Подавив очередной приступ боли, слабо улыбаюсь.
– А ты?.. Расскажешь, как жил все эти годы?..
– Я?.. – шумно вздыхает, – после развода год жил у отца. У него осложнения на фоне сахарного диабета начались... ампутировали обе ступни...
– Боже мой!
– Он долго не протянул... Умер, когда Эля школу закончила.
– Мне жаль...
– Потом вернулся... работал много. Получилось очень выгодно тот участок продать, – поворачивается ко мне, – помнишь, за который мы тогда бились?
– Конечно.
– Удачно вложился с его продажи...
– И стал богатым? – улыбаюсь я.
– Богатым?.. – зеркалит мою улыбку, – я не считаю себя богатым…
– Ооо, скромность ваше второе имя, господин Соболев!..

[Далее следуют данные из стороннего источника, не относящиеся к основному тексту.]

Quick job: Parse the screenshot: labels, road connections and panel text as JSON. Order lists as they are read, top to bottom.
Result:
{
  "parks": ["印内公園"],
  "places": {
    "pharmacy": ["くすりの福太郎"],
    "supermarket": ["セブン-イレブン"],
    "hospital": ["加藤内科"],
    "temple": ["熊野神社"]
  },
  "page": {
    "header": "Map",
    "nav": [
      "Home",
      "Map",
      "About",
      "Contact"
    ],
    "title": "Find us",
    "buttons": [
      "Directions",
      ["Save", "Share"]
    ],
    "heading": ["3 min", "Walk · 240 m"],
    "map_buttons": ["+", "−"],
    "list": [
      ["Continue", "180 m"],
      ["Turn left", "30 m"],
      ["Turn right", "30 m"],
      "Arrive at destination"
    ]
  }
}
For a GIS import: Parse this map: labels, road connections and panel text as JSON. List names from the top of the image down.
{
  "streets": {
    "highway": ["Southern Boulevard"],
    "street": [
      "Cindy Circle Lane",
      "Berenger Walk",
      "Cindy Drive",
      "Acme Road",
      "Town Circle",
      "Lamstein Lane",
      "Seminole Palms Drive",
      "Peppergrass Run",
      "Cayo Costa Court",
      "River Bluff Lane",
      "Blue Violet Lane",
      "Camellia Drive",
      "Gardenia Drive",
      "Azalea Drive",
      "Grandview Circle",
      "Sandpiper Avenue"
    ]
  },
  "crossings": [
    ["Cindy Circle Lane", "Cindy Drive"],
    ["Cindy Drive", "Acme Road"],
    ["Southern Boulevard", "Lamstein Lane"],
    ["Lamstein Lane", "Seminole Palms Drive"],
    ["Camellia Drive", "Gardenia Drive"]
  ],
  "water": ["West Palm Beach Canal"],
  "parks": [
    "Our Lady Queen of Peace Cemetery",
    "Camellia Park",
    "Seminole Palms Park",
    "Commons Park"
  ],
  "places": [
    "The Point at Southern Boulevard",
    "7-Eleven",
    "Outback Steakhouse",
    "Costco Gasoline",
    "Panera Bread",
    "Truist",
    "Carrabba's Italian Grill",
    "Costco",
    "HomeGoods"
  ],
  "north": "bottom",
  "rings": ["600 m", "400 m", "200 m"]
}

Он хмыкает и приближает ко мне свое лицо.
– Я же обещал тебе, помнишь?..
Мне становится не до смеха. От его слов, произнесенных хриплым шепотом, к лицу приливает кровь. Начинает стучать в ушах и не дает дышать глубоко.
– Помню… – до сих пор помню каждую секунду, проведенную с ним, каждый его взгляд и слово…
Мои глаза сами сползают на его рот, а в следующую секунду я чувствую, как мужские пальцы зарываются в волосы на моем затылке. Успеваю втянуть воздух, прежде чем Матвей впивается в меня поцелуем.
Не тратя времени на предварительные ласки, немного оттягивает нижнюю губу и проталкивает язык в мой рот. Ошеломленная его напором, первые секунды я бездействую. Мои руки все еще сжимают шелковую ткань халатика на коленях, а глаза широко раскрыты.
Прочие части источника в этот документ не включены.